Exercise details: Go through the data and copy every line in which "Order" appears.

Listed entries:
- - - - - - -

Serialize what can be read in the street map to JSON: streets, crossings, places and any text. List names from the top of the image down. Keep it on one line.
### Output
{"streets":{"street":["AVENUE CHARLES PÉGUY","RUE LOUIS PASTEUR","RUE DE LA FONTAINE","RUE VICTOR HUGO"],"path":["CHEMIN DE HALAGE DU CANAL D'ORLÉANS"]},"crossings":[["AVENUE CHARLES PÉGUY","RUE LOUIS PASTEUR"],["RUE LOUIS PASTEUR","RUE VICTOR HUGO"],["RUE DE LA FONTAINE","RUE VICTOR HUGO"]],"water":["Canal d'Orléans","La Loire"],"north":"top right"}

- - - - - - -

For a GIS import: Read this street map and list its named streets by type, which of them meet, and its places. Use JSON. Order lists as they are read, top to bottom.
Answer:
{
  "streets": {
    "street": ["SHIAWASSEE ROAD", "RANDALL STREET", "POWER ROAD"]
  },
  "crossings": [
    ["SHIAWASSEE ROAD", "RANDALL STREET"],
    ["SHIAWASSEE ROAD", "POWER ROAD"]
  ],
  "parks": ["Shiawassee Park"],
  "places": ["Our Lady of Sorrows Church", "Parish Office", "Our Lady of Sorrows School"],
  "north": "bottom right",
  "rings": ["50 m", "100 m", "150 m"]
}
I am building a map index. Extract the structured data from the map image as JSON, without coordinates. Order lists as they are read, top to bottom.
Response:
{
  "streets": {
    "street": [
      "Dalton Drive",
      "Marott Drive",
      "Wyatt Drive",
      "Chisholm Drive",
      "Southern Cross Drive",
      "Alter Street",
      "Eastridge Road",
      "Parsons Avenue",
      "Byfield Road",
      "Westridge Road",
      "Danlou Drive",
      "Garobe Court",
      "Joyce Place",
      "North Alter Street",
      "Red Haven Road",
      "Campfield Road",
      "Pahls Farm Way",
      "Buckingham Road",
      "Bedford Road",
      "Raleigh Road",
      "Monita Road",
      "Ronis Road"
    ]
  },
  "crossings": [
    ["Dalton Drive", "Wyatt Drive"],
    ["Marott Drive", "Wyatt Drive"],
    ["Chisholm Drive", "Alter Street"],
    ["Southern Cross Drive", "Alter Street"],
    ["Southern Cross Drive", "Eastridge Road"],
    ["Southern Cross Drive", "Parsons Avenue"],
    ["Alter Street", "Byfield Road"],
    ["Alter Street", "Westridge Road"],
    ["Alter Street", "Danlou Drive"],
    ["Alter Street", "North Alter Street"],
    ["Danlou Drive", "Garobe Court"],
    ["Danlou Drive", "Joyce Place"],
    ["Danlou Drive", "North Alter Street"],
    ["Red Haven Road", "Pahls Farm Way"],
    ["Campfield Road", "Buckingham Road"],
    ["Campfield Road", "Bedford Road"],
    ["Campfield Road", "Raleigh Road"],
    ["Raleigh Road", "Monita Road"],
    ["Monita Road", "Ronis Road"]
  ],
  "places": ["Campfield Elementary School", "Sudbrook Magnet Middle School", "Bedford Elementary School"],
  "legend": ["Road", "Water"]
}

- - - - - - -

Response:
For a GIS import: Read this street map and list its named streets by type, which of them meet, and its places. Use JSON. Order lists as they are read, top to bottom.
I am building a map index. Extract the structured data from the map image as JSON, without coordinates. Order lists as they are read, top to bottom.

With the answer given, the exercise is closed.